Since the shear stress on the plane containing the axis of symmetry (z-axis) in the axisymmetric coordinate system is zero (σ_zθ = σ_rθ = 0), the relationship between the stress and strain of the material can be expressed as follows:

$$\sigma =G:\epsilon ,$$

(18)

$$\left(\begin{array}{c}{\sigma }_r\\ {\sigma }_z\\ {\sigma }_{\theta }\\ {\sigma }_{rz}\end{array}\right)=\left[\begin{array}{cccc}\lambda +2\mu & \lambda & \lambda & 0\\ \lambda & \lambda +2\mu & \lambda & 0\\ \lambda & \lambda & \lambda +2\mu & 0\\ 0& 0& 0& \mu \end{array}\right]\left(\begin{array}{c}{\epsilon }_r\\ {\epsilon }_z\\ {\epsilon }_{\theta }\\ {\epsilon }_{rz}\end{array}\right),$$

(19)

$$\lambda =E_i{\nu }_i/(1+{\nu }_i)(1-2{\nu }_i),$$

(20)

$$\mu =E_i/2(1+{\nu }_i),$$

(21)

where ε is the Strain tensor, λ, and μ are the first and second Lame parameters, ν is Poisson’s ratio, and E is Young’s modulus.

The boundary conditions are shown below:

$$P_r{|}_{z=0}=P_r{|}_{z=-\left(l_1+l_2\right)}=-\sigma ,$$

(22)

$$P_t{|}_{z=-\left(l_1+l_2\right)}=P_t{|}_{z=0}=0,$$

(23)

where l₂ is the thickness of the aluminum alloy substrate.

Because the stress wave propagates inside the material, to simplify the model set the material’s right boundary as a low reflection boundary. It can be expressed as follows:

$$\sigma \cdot \mathit{n}{|}_{r=d}=-{\rho }_i{c}_p\left(\frac{\partial \mathit{u}}{\partial t}\cdot \mathit{n}\right)\mathit{n}-{\rho }_i{c}_s\left(\frac{\partial \mathit{u}}{\partial t}\cdot \mathit{t}\right)\mathit{t},$$

(24)

$$c_p=\sqrt{\frac{E_i}{{\rho }_i}\frac{(1-{\nu }_i)}{(1+{\nu }_i)(1-2{\nu }_i)}},$$

(25)

$$c_s=\sqrt{\frac{E_i}{2{\rho }_i(1+{\nu }_i)}},$$

(26)

where t represents the tangential vectors at the boundary. The c_p and c_s are the speeds of the pressure and shear waves in the material. d is the length of the material of the finite element model.

The initial conditions can be obtained as

$$\sigma (r,z,t){|}_{t=0}=0.$$

(27)

2.3. Paint Film Removal Conditions

Since the laser paint removal process involves the separation of the paint film from the substrate and the fracture between the paint films, the laser paint removal threshold is the maximum value of these two processes [31].

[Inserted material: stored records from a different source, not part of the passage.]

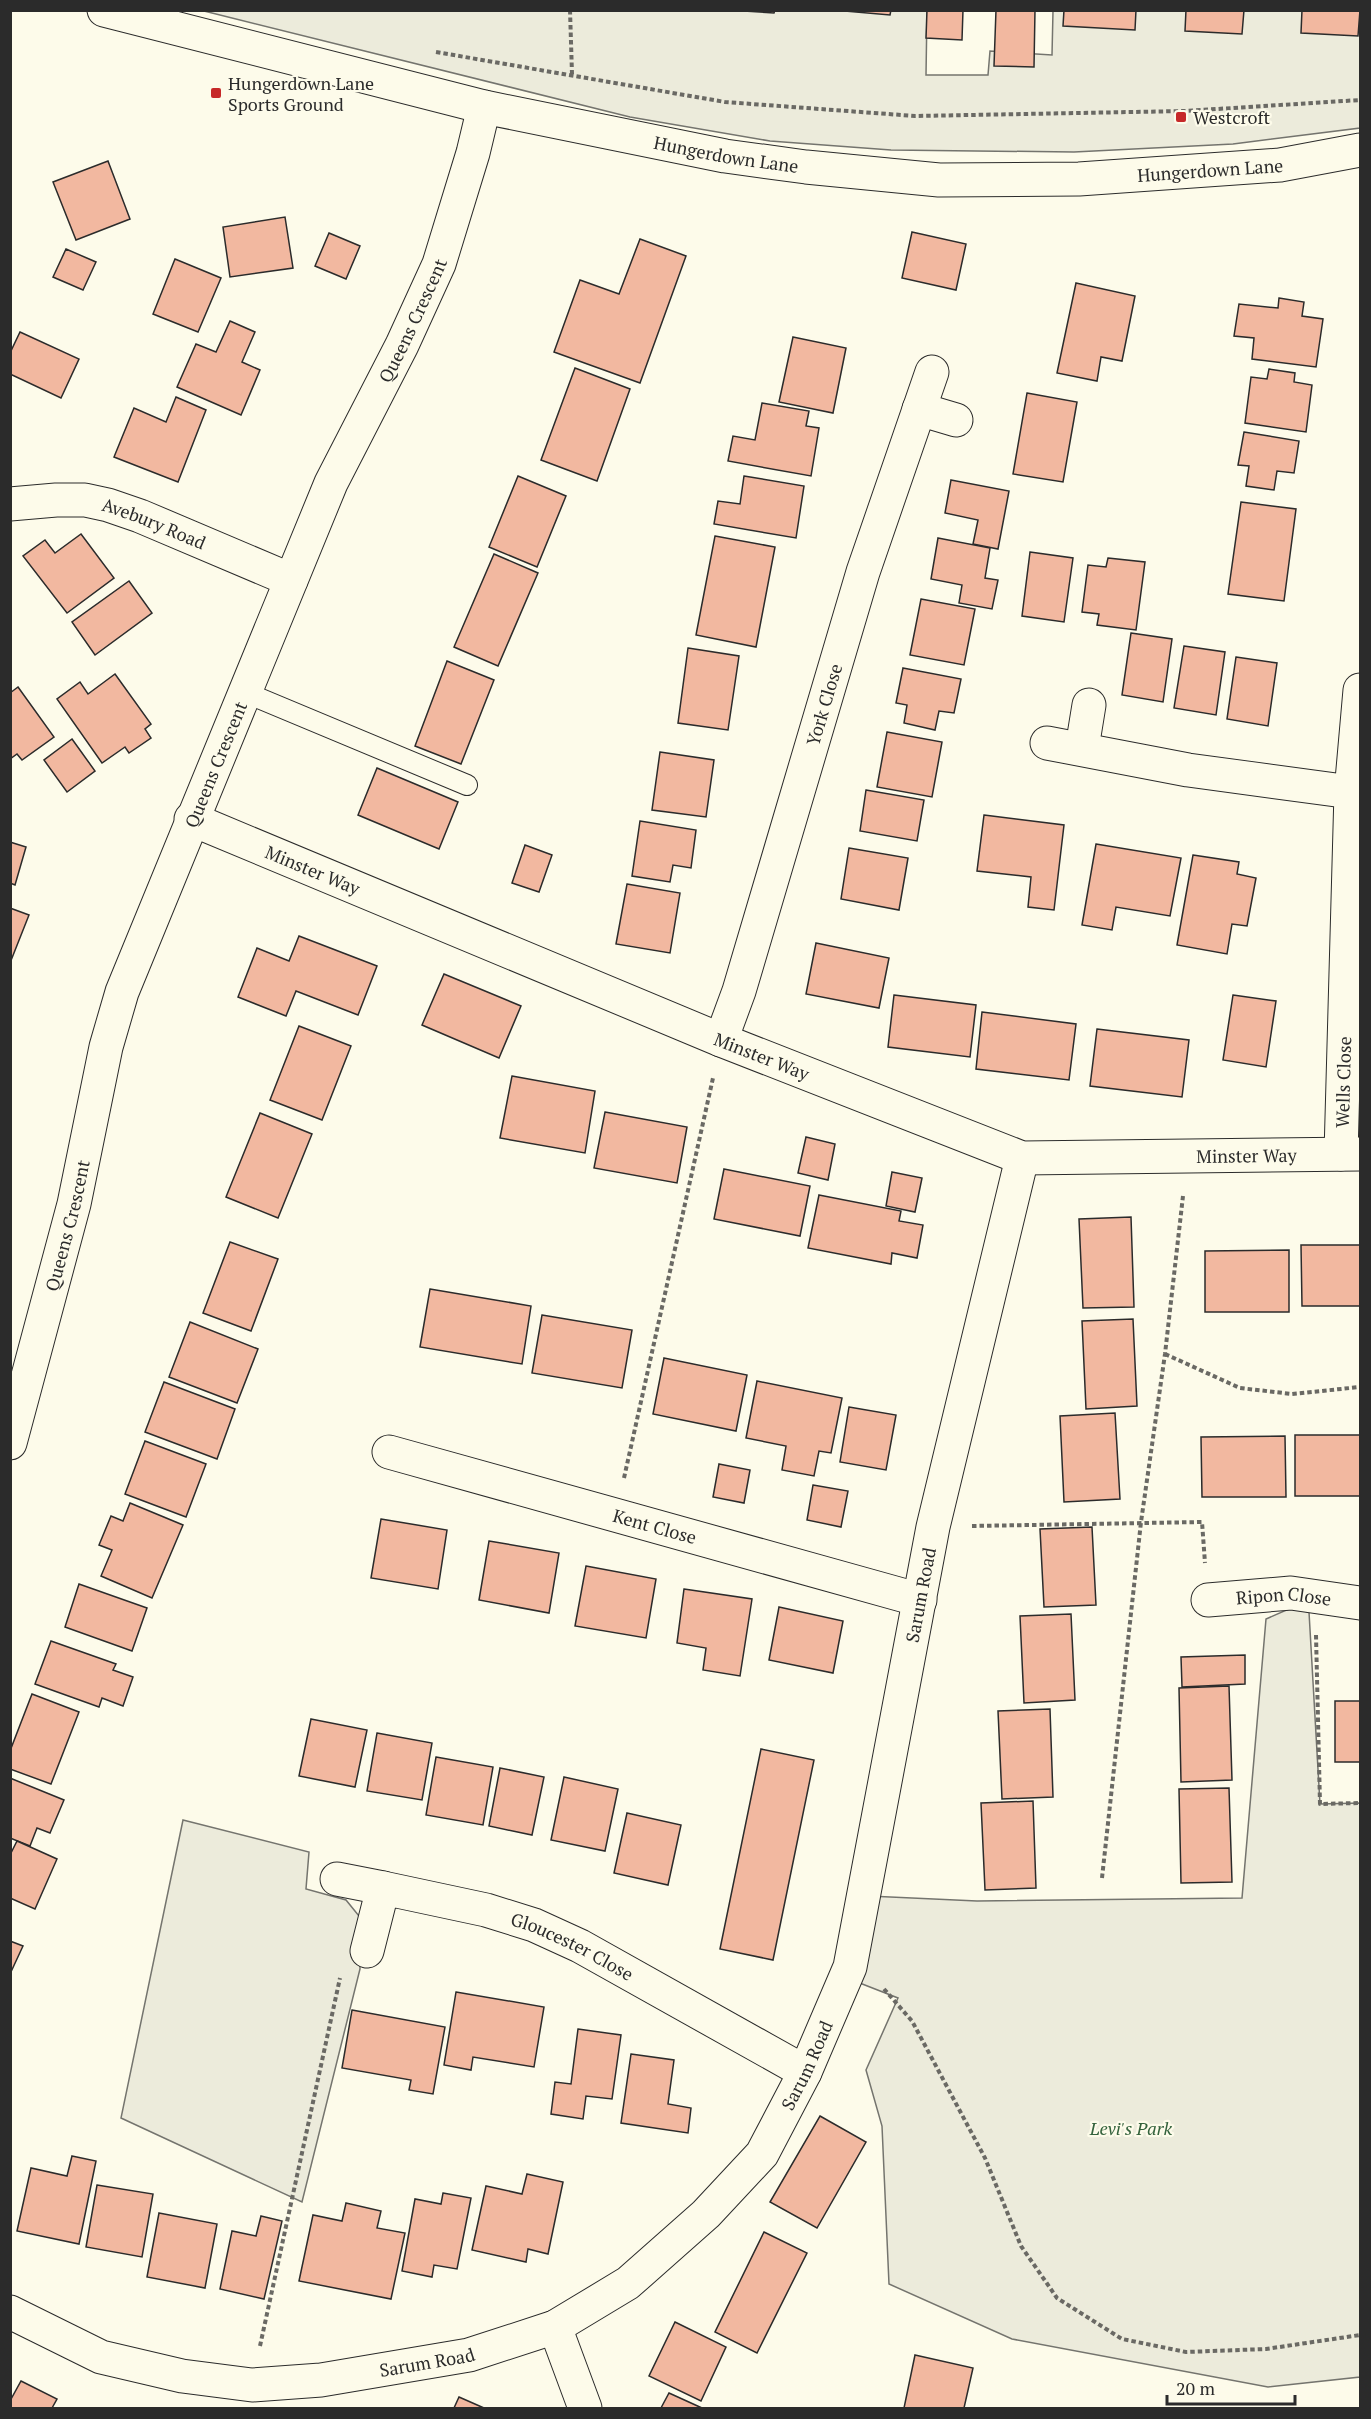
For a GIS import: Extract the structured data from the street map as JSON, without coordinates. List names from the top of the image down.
{
  "streets": {
    "street": [
      "Hungerdown Lane",
      "Queens Crescent",
      "Avebury Road",
      "York Close",
      "Minster Way",
      "Wells Close",
      "Kent Close",
      "Sarum Road",
      "Ripon Close",
      "Gloucester Close"
    ]
  },
  "crossings": [
    ["Hungerdown Lane", "Queens Crescent"],
    ["Queens Crescent", "Avebury Road"],
    ["Queens Crescent", "Minster Way"],
    ["York Close", "Minster Way"],
    ["Minster Way", "Wells Close"],
    ["Minster Way", "Sarum Road"],
    ["Kent Close", "Sarum Road"],
    ["Sarum Road", "Gloucester Close"]
  ],
  "parks": ["Levi's Park"],
  "places": {
    "transit": ["Hungerdown Lane Sports Ground", "Westcroft"]
  },
  "scale_bar": "20 m"
}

The transmitted stress wave at the interface between the paint film and the substrate is in the opposite direction to the reflected stress wave. The stress difference ΔP between these two stress waves causes the paint to separate from the substrate. This is obtained by calculating the Hugoniot elastic limit (HEL). The separation condition between the paint film and the substrate can be expressed as follows:

$$\mathrm{\Delta }{P}_i=\frac{\lambda +2\mu }{2\mu }{F}_w,$$

(28)

where i = 1, 2, 3 represent the actual stress, thermal stress, and plasma shock stress, respectively; F_w is the adhesion strength between the epoxy resin paint film and the aluminum alloy substrate, which is 18.9 MPa [32].

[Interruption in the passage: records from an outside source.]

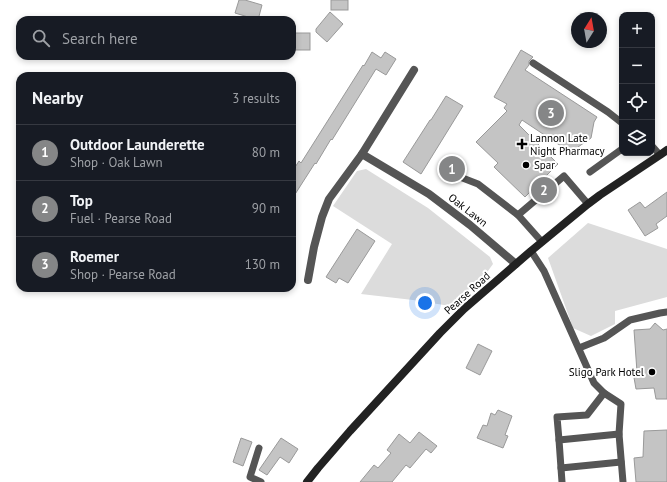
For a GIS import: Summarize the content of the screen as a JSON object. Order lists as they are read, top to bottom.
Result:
{
  "streets": {
    "main road": ["Pearse Road"],
    "street": ["Oak Lawn"]
  },
  "crossings": [
    ["Oak Lawn", "Pearse Road"]
  ],
  "places": {
    "health": ["Lannon Late Night Pharmacy"],
    "other": ["Spar", "Sligo Park Hotel"]
  },
  "north": "top",
  "page": {
    "map_buttons": ["+", "−"],
    "search": "Search here",
    "heading": ["Nearby", "3 results"],
    "pins": ["3", "1", "2"],
    "list": [
      {
        "mark": "1",
        "name": "Outdoor Launderette",
        "note": "Shop · Oak Lawn",
        "value": "80 m"
      },
      {
        "mark": "2",
        "name": "Top",
        "note": "Fuel · Pearse Road",
        "value": "90 m"
      },
      {
        "mark": "3",
        "name": "Roemer",
        "note": "Shop · Pearse Road",
        "value": "130 m"
      }
    ]
  }
}
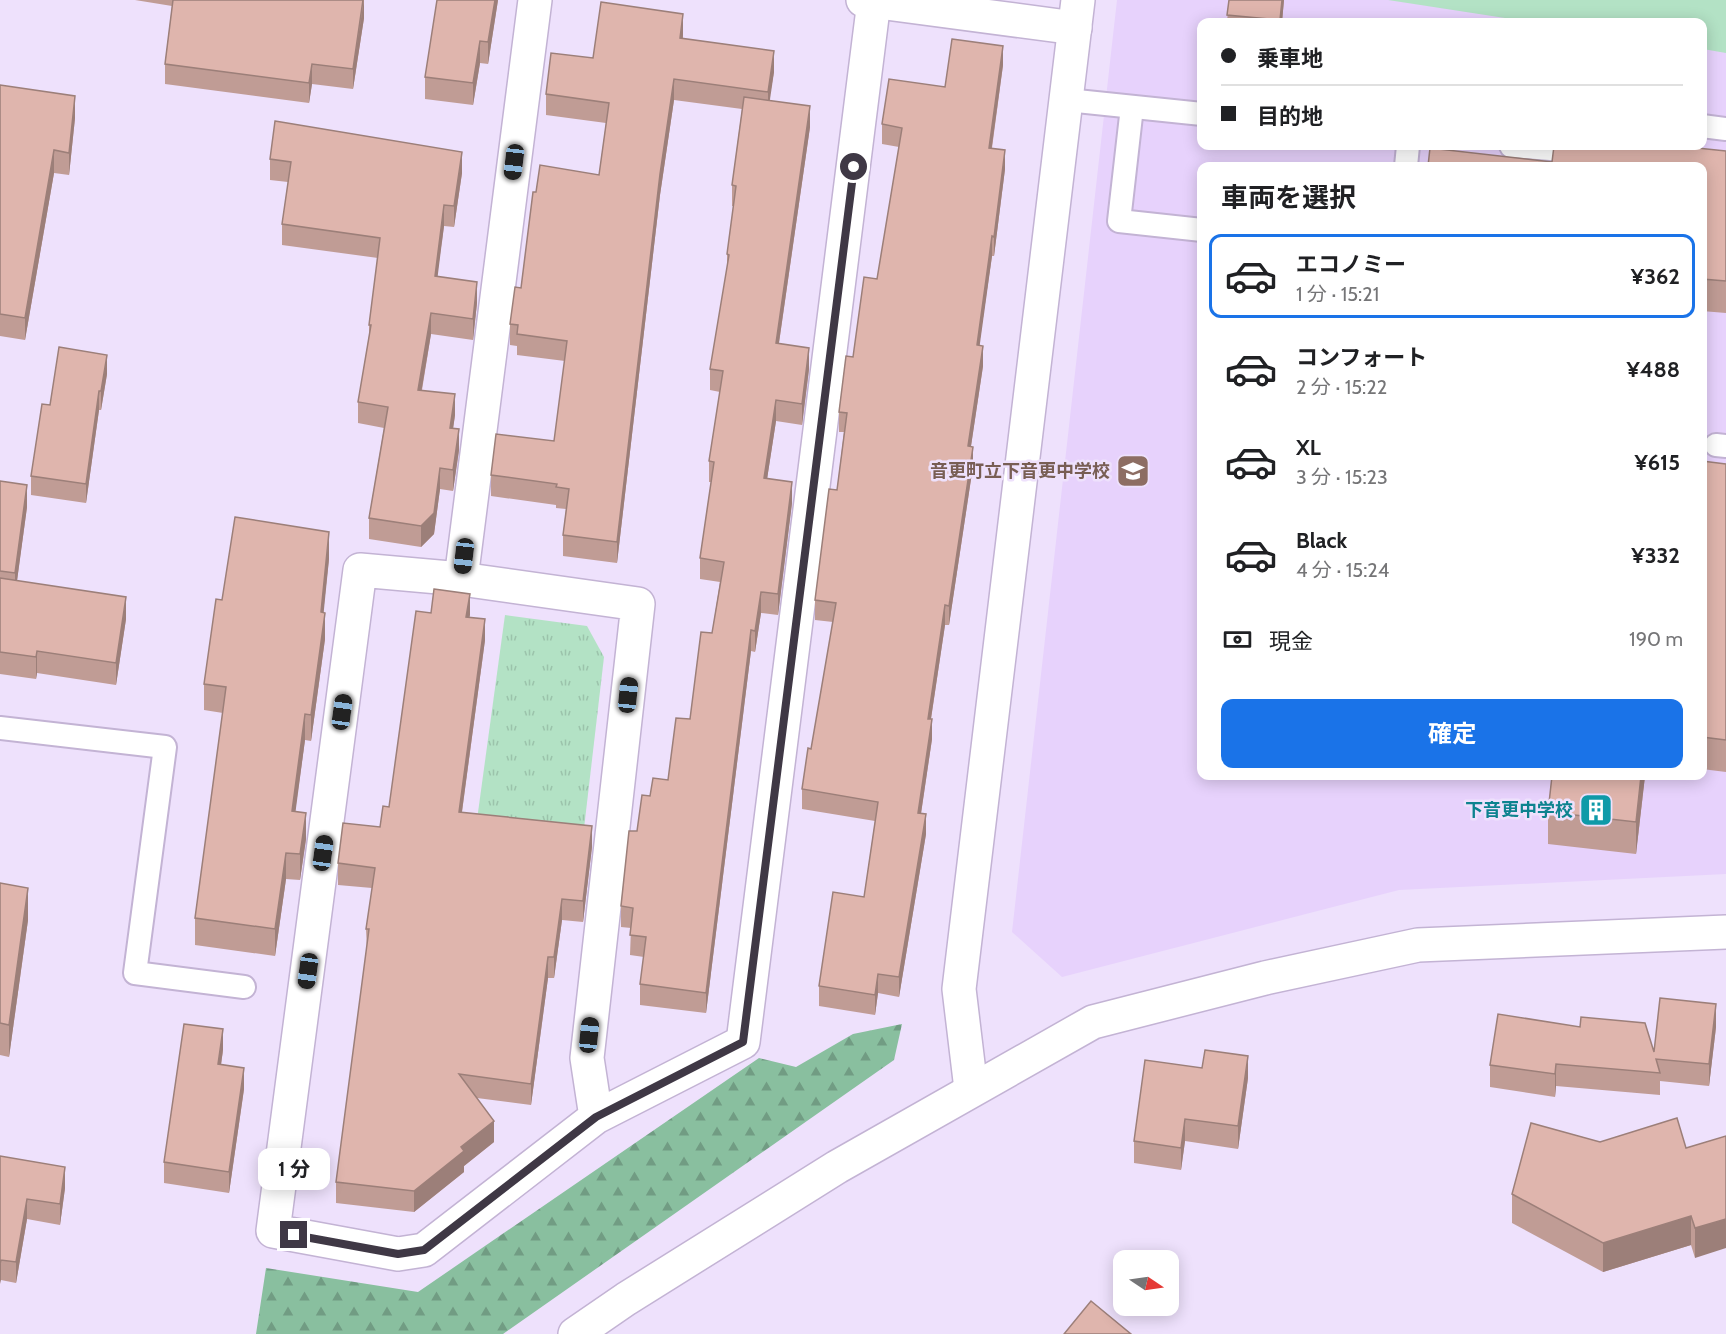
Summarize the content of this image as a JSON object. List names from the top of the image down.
{
  "places": {
    "school or university": ["音更町立下音更中学校"],
    "building": ["下音更中学校"]
  },
  "north": "right",
  "page": {
    "banner": ["乗車地", "目的地"],
    "heading": "車両を選択",
    "list": [
      {
        "name": "エコノミー",
        "note": "1 分 · 15:21",
        "value": "¥362"
      },
      {
        "name": "コンフォート",
        "note": "2 分 · 15:22",
        "value": "¥488"
      },
      {
        "name": "XL",
        "note": "3 分 · 15:23",
        "value": "¥615"
      },
      {
        "name": "Black",
        "note": "4 分 · 15:24",
        "value": "¥332"
      }
    ],
    "pay": ["現金", "190 m"],
    "buttons": "確定",
    "bubble": "1 分"
  }
}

When the stress difference ΔP_r at the boundary of the paint film exceeds its Hugoniot elastic limit (HEL), the paint film fractures. The fracture situation can be obtained by calculating the Hugoniot elastic limit (HEL) of the paint film, which can be expressed as follows:

$$\mathrm{\Delta }{P}_{ri}=\frac{\lambda +2\mu }{2\mu }Y,$$

(29)

where Y = 70 MPa is the yield stress [33].

The laser paint removal threshold can be expressed as follows:

$$\sigma >max(\mathrm{\Delta }{P}_i,\mathrm{\Delta }{P}_{ri}),$$

(30)

The materials used in this study were epoxy resin (paint) and 6061 aluminum alloy (substrate), and the corresponding mechanical parameters are listed in

Table 1. Material parameters of aluminum alloys and paints.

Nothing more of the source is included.